MINUTES OF THE EXTRAORDINARY GENERAL MEETING OF THE COMPANY HELD AT 11:00 AM UK TIME, 12 DECEMBER 2025, AT 10 FINSBURY SQUARE, LONDON, EC2A 1AF, ENGLAND.

Present:

See Schedule I

In Attendance:

See Schedule II

IT WAS RESOLVED THAT Vidar Jerstad be appointed Chairman and Secretary of the meeting.

GENERAL

1. Notice, quorum and voting

  • 1.1. The Chairman noted that notice of the meeting (the "Notice") had been sent to the Shareholders on or about 27 November 2025 in accordance with the Articles of Association and that, accordingly, due notice of the meeting had been given.
  • 1.2. The Chairman noted that a quorum exists when there are one or more Shareholders present in person or by proxy holding not less than one-third of the issued Shares of the Company carrying the right to vote at the meeting in question.

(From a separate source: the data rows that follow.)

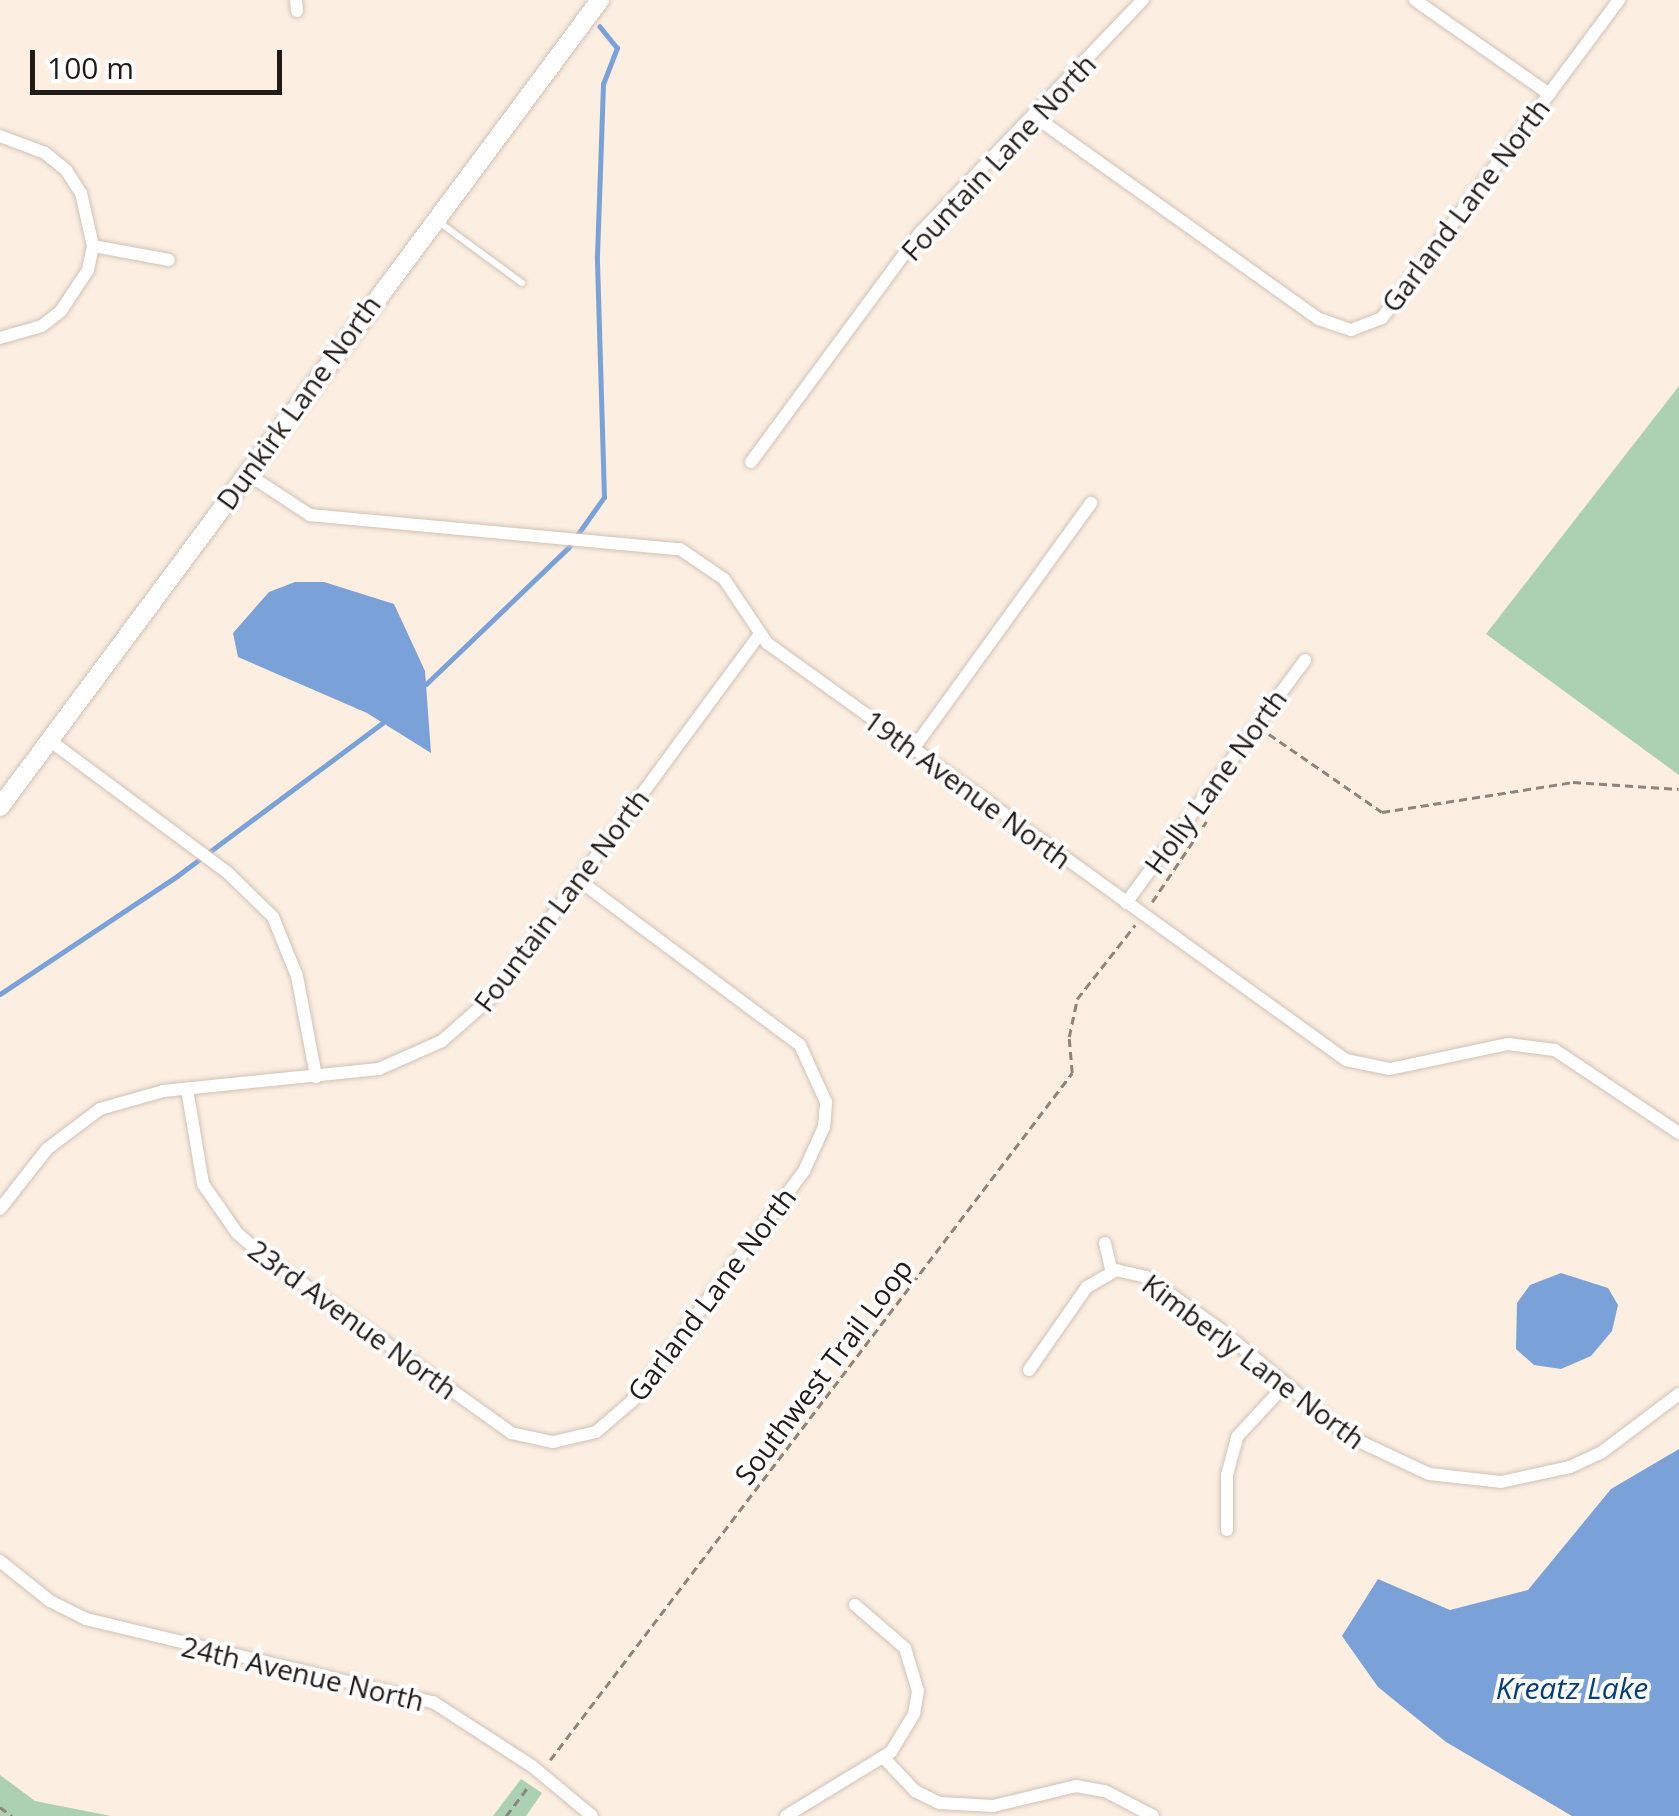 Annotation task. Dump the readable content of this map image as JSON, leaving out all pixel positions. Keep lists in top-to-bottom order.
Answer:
{
  "streets": {
    "street": [
      "Fountain Lane North",
      "Garland Lane North",
      "Dunkirk Lane North",
      "Holly Lane North",
      "19th Avenue North",
      "23rd Avenue North",
      "Kimberly Lane North",
      "24th Avenue North"
    ],
    "path": ["Southwest Trail Loop"]
  },
  "crossings": [
    ["Fountain Lane North", "Garland Lane North"],
    ["Fountain Lane North", "19th Avenue North"],
    ["Fountain Lane North", "23rd Avenue North"],
    ["Garland Lane North", "23rd Avenue North"],
    ["Dunkirk Lane North", "19th Avenue North"],
    ["Holly Lane North", "19th Avenue North"],
    ["Southwest Trail Loop", "24th Avenue North"]
  ],
  "water": ["Kreatz Lake"],
  "scale_bar": "100 m"
} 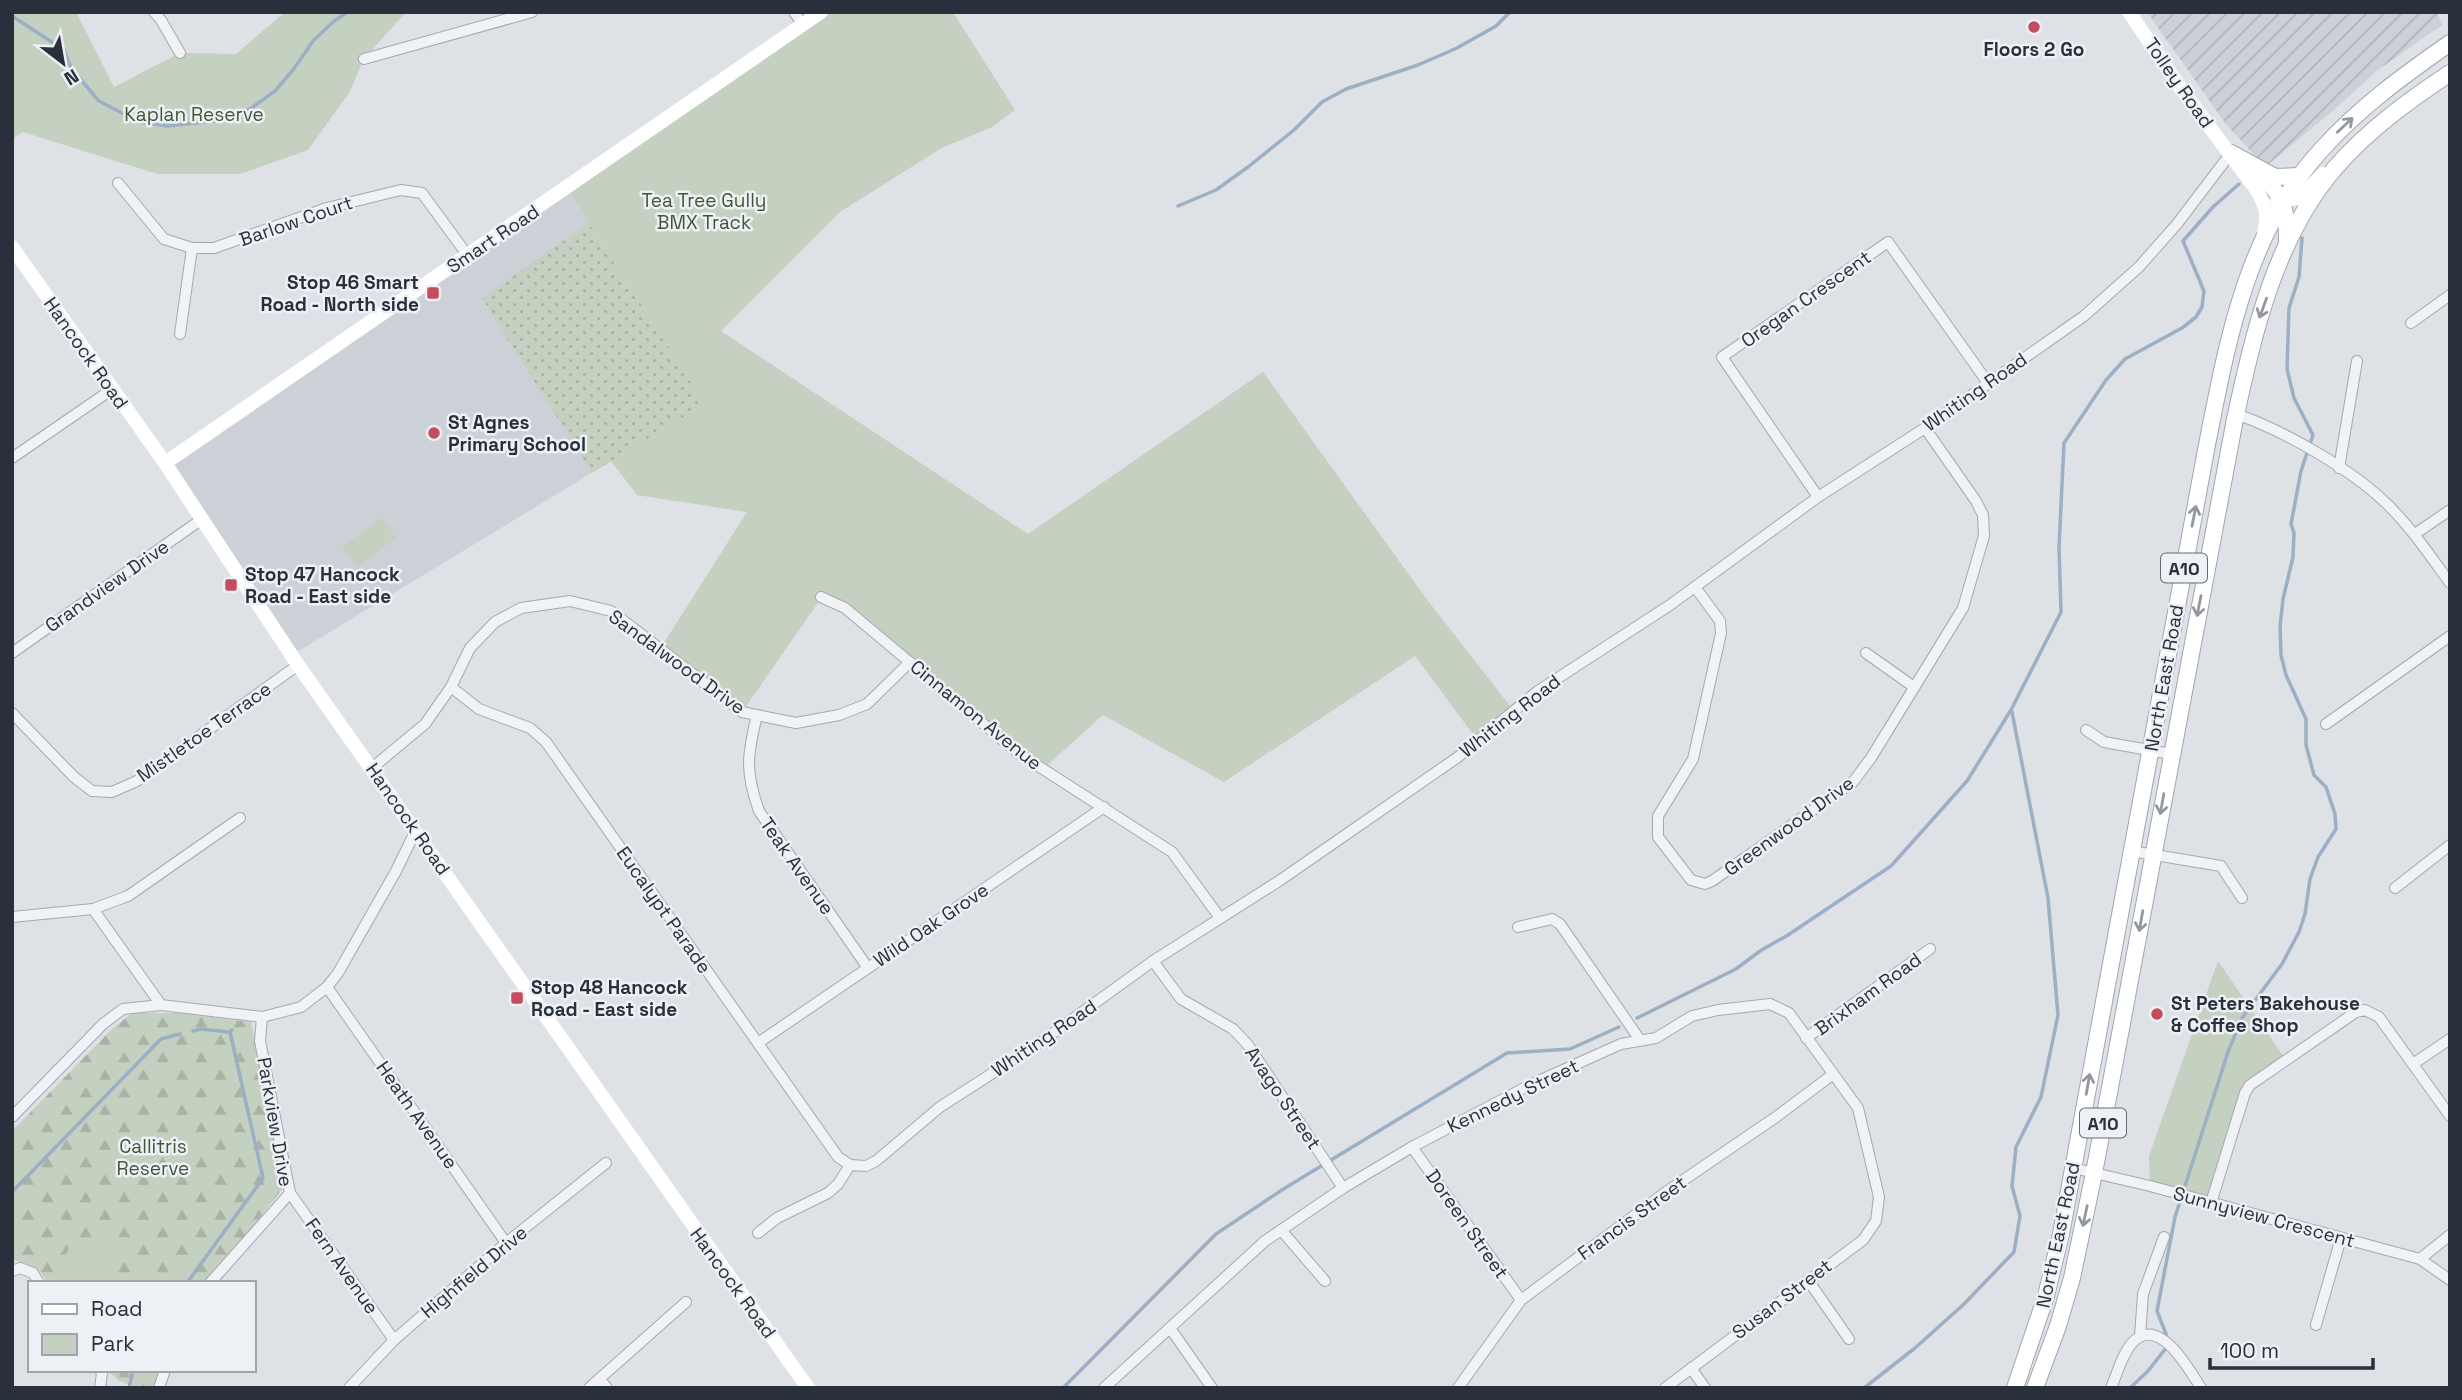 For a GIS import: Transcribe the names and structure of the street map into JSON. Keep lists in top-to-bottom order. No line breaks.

The Chairman explained that a total of 105,386,929 shares, or 68.64% of the total 153,543,734 shares entitled to vote, were present in person or by proxy and that, accordingly, a quorum was present.
  • 1.3. The Chairman declared that in order to accurately reflect the views of the shareholders of the Company a poll would be conducted on each of the resolutions put to the meeting.

SPECIAL BUSINESS

Special Resolutions

2. Amendment of Articles of Association

  • 2.1. The Chairman noted that in accordance with the Notice of the Extraordinary General Meeting of the Company, it was proposed that the Company approve the amendment of the Company's articles of association to include a new Article 162 incorporating mandatory bid provisions relating to the Company's listing on the Oslo Euronext Growth market.
  • 2.2. IT WAS RESOLVED BY WAY OF SPECIAL RESOLUTION with 105,386,828 shares voting "FOR" (representing 100% of the shares in attendance in person or by proxy) and 101 shares voting "AGAINST" (representing 0% of the shares in attendance in person or by proxy) THAT the amendment of the Company's articles of association to include a new

  • Article 162 incorporating mandatory bid provisions relating to the Company's listing on the Oslo Euronext Growth market be and is hereby approved, ratified and confirmed.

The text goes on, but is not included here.